## Work to be completed
Write out all of the entries exactly, please.

== Available data

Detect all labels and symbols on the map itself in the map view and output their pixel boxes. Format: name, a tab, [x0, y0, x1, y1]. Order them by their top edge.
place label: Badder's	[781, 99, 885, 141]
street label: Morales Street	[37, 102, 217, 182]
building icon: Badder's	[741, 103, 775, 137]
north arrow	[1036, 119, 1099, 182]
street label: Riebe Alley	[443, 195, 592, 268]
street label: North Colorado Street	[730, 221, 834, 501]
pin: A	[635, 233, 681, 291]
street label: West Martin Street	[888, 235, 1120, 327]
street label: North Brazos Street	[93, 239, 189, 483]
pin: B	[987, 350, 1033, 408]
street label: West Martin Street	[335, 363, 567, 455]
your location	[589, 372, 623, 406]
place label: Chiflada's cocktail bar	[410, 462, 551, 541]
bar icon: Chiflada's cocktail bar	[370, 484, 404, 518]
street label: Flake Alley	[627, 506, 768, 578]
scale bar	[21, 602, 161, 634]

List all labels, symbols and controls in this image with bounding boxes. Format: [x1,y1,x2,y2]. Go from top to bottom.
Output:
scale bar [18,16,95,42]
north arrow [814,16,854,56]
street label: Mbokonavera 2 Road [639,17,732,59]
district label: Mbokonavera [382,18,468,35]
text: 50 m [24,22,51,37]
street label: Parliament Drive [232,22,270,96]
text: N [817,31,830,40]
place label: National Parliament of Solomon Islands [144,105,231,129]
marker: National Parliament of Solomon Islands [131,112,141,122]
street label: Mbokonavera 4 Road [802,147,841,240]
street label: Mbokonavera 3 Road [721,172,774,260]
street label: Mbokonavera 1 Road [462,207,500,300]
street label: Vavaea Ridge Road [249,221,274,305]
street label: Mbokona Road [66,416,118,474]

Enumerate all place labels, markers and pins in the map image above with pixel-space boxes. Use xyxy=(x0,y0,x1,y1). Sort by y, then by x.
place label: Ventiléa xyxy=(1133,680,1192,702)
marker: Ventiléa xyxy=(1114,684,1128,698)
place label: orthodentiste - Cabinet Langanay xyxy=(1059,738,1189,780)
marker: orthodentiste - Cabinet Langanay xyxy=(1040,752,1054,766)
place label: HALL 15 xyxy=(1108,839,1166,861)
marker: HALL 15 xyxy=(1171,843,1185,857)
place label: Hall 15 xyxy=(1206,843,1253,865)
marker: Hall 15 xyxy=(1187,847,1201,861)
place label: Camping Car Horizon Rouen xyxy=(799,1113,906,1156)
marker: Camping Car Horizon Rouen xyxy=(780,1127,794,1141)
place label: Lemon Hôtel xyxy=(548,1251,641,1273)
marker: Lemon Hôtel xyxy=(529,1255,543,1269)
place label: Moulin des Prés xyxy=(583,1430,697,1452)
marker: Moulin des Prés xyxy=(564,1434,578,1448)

====

## Exercise answer
Detect all labels and symbols on the map itself in the map view and output their pixel boxes. Format: name, a tab, [x0, y0, x1, y1]. Order them by their top edge.
place label: Badder's	[781, 99, 885, 141]
street label: Morales Street	[37, 102, 217, 182]
building icon: Badder's	[741, 103, 775, 137]
north arrow	[1036, 119, 1099, 182]
street label: Riebe Alley	[443, 195, 592, 268]
street label: North Colorado Street	[730, 221, 834, 501]
pin: A	[635, 233, 681, 291]
street label: West Martin Street	[888, 235, 1120, 327]
street label: North Brazos Street	[93, 239, 189, 483]
pin: B	[987, 350, 1033, 408]
street label: West Martin Street	[335, 363, 567, 455]
your location	[589, 372, 623, 406]
place label: Chiflada's cocktail bar	[410, 462, 551, 541]
bar icon: Chiflada's cocktail bar	[370, 484, 404, 518]
street label: Flake Alley	[627, 506, 768, 578]
scale bar	[21, 602, 161, 634]

List all labels, symbols and controls in this image with bounding boxes. Format: [x1,y1,x2,y2]. Go from top to bottom.
Output:
scale bar [18,16,95,42]
north arrow [814,16,854,56]
street label: Mbokonavera 2 Road [639,17,732,59]
district label: Mbokonavera [382,18,468,35]
text: 50 m [24,22,51,37]
street label: Parliament Drive [232,22,270,96]
text: N [817,31,830,40]
place label: National Parliament of Solomon Islands [144,105,231,129]
marker: National Parliament of Solomon Islands [131,112,141,122]
street label: Mbokonavera 4 Road [802,147,841,240]
street label: Mbokonavera 3 Road [721,172,774,260]
street label: Mbokonavera 1 Road [462,207,500,300]
street label: Vavaea Ridge Road [249,221,274,305]
street label: Mbokona Road [66,416,118,474]

Enumerate all place labels, markers and pins in the map image above with pixel-space boxes. Use xyxy=(x0,y0,x1,y1). Sort by y, then by x.
place label: Ventiléa xyxy=(1133,680,1192,702)
marker: Ventiléa xyxy=(1114,684,1128,698)
place label: orthodentiste - Cabinet Langanay xyxy=(1059,738,1189,780)
marker: orthodentiste - Cabinet Langanay xyxy=(1040,752,1054,766)
place label: HALL 15 xyxy=(1108,839,1166,861)
marker: HALL 15 xyxy=(1171,843,1185,857)
place label: Hall 15 xyxy=(1206,843,1253,865)
marker: Hall 15 xyxy=(1187,847,1201,861)
place label: Camping Car Horizon Rouen xyxy=(799,1113,906,1156)
marker: Camping Car Horizon Rouen xyxy=(780,1127,794,1141)
place label: Lemon Hôtel xyxy=(548,1251,641,1273)
marker: Lemon Hôtel xyxy=(529,1255,543,1269)
place label: Moulin des Prés xyxy=(583,1430,697,1452)
marker: Moulin des Prés xyxy=(564,1434,578,1448)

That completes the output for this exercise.